Emergency Notification

Get The Word Out

  • By Wendy Chretien
  • 09/02/08

With a plethora of notification programs and feature sets available, the real challenges are which system to select and deciding how to enroll your campus community.

Get The Word OutNO ONE SHOULD BE SURPRISED that emergency notification has become a critical component of every higher education institution's overall emergency plan. Unfortunately, incidents across the country have galvanized campus safety officials to find more ways to notify their campus populations. Nearly everyone is familiar with the Virginia Tech shootings, but sadly that is only one of several similar incidents in the past few years, including a shooting at Northern Illinois University in February. Emergency notification systems can help get and keep students, faculty members, and staff out of harm's way.

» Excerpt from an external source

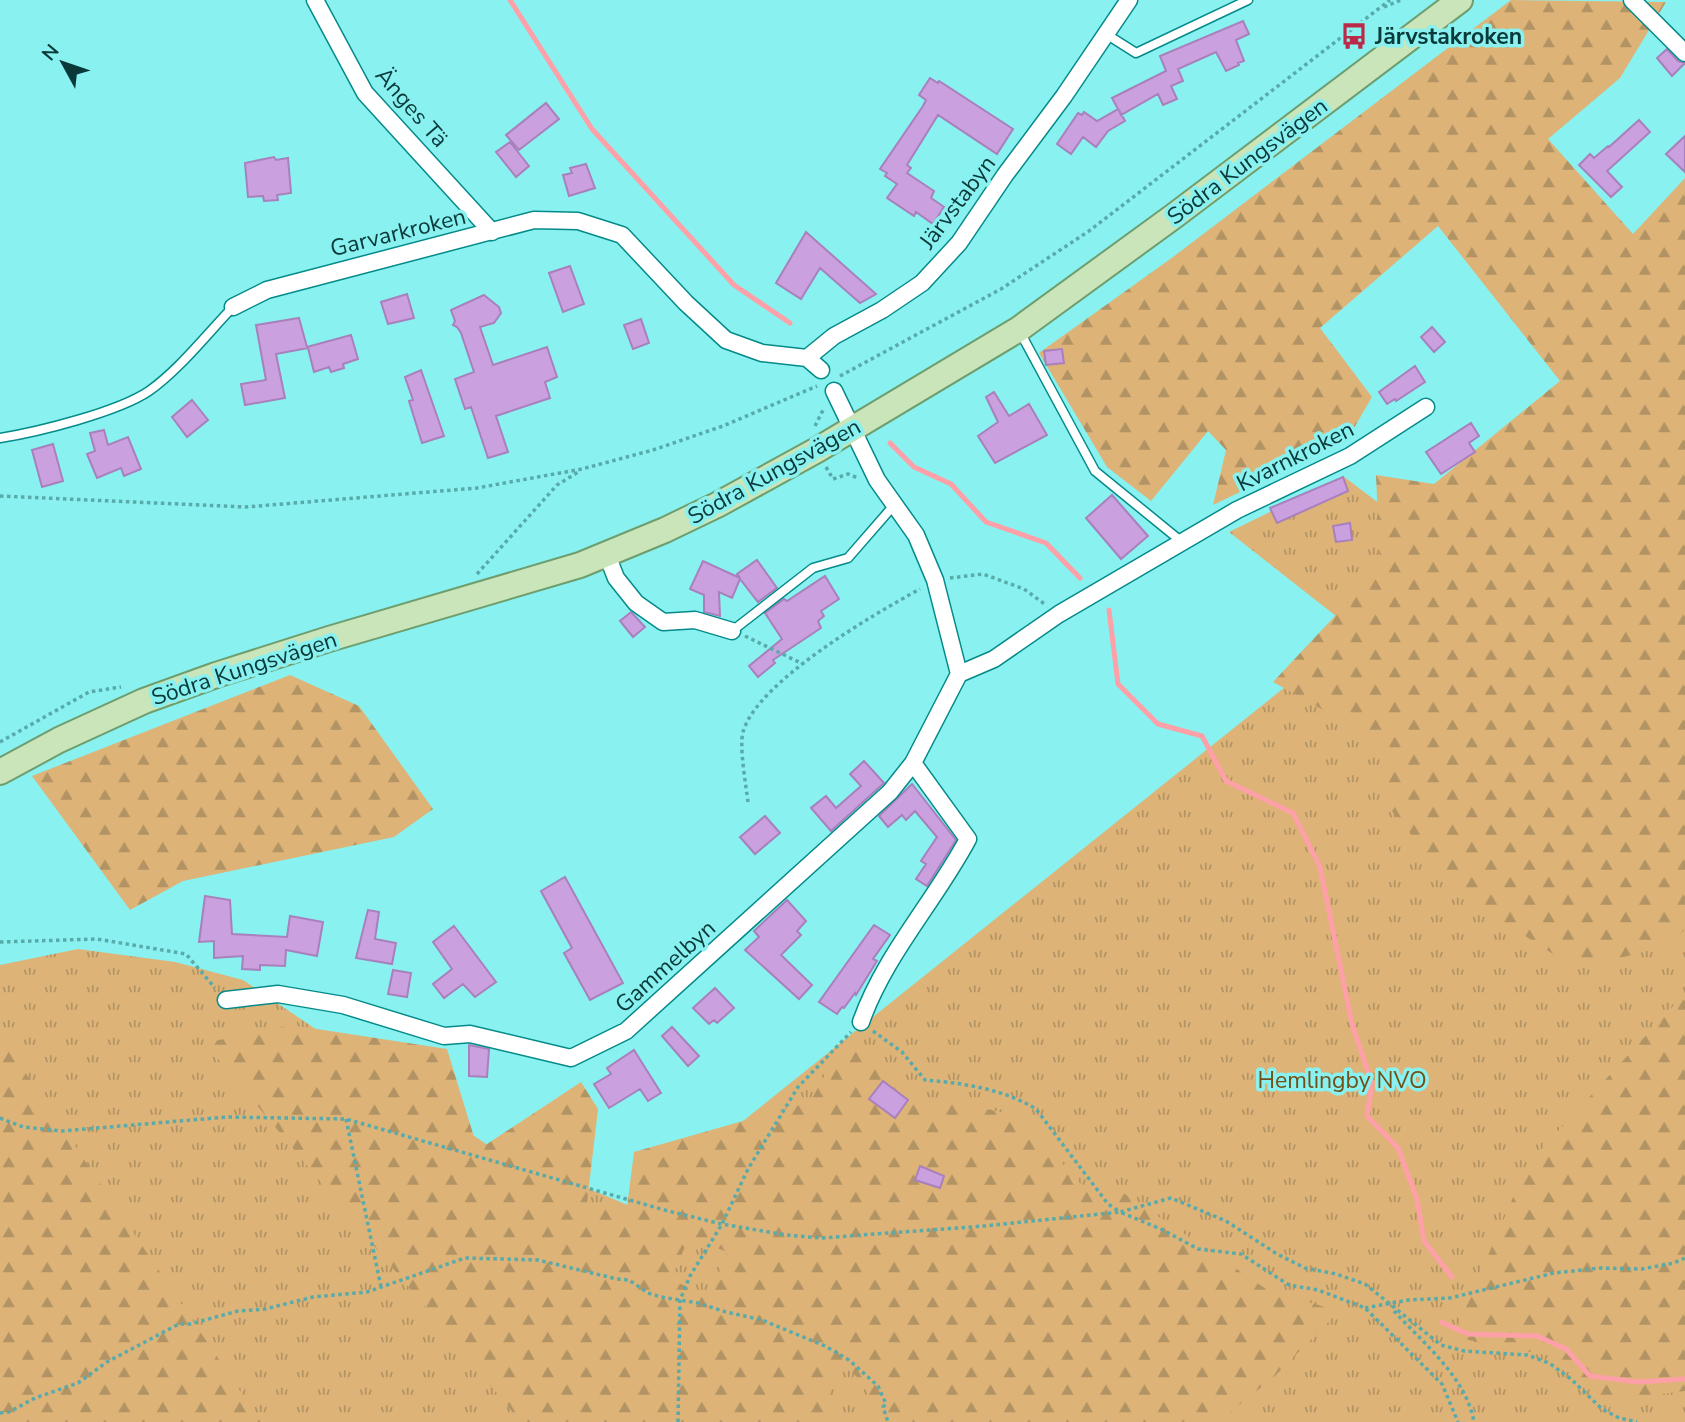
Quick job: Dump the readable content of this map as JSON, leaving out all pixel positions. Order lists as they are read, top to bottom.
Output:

Not only is it good common sense to have a notification system in place, today it also is the law. The federal Clery Act originally passed in 1990 and amended in 1992, 1998, and 2000 (previously known as the Crime Awareness and Campus Security Act) includes a "timely warning" provision that requires campuses to alert the community about crimes that pose a serious or continuing threat to safety. For more information about the Clery Act, The Handbook for Campus Crime Reporting is available to download from the US Department of Education.

Watch the Triggers

Violent acts are not the only grounds for sending out an emergency alert. Others include severe weather, bomb threats, hazardous materials spills, gas leaks, and fires. Depending on your campus policies, additional triggering events might include power outages, road closures, missing persons, flooding, traffic accidents, train derailments, or severe disease outbreaks. In the event of a major snowfall, for example, your campus roadways may be clear, but parking lots may not have been plowed. The commuting population would want to know about this in advance.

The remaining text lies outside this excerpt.